TASK BRIEF:
The expected output is every entry, copied exactly.

[Saved entries]
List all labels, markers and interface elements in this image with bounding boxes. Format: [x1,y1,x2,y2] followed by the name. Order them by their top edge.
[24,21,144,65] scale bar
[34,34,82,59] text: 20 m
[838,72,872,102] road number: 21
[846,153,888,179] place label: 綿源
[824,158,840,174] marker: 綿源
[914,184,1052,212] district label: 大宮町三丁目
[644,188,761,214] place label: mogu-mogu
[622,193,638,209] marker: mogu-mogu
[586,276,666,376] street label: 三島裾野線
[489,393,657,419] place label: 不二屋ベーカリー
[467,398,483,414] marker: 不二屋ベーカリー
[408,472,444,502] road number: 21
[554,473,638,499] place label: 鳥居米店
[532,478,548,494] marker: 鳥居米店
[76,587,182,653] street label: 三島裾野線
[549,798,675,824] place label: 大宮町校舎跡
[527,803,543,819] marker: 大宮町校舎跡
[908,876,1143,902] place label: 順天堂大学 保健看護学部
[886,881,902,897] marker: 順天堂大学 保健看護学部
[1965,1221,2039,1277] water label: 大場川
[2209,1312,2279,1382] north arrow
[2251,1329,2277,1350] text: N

TASK RESULT:
List all labels, markers and interface elements in this image with bounding boxes. Format: [x1,y1,x2,y2] followed by the name. Order them by their top edge.
[24,21,144,65] scale bar
[34,34,82,59] text: 20 m
[838,72,872,102] road number: 21
[846,153,888,179] place label: 綿源
[824,158,840,174] marker: 綿源
[914,184,1052,212] district label: 大宮町三丁目
[644,188,761,214] place label: mogu-mogu
[622,193,638,209] marker: mogu-mogu
[586,276,666,376] street label: 三島裾野線
[489,393,657,419] place label: 不二屋ベーカリー
[467,398,483,414] marker: 不二屋ベーカリー
[408,472,444,502] road number: 21
[554,473,638,499] place label: 鳥居米店
[532,478,548,494] marker: 鳥居米店
[76,587,182,653] street label: 三島裾野線
[549,798,675,824] place label: 大宮町校舎跡
[527,803,543,819] marker: 大宮町校舎跡
[908,876,1143,902] place label: 順天堂大学 保健看護学部
[886,881,902,897] marker: 順天堂大学 保健看護学部
[1965,1221,2039,1277] water label: 大場川
[2209,1312,2279,1382] north arrow
[2251,1329,2277,1350] text: N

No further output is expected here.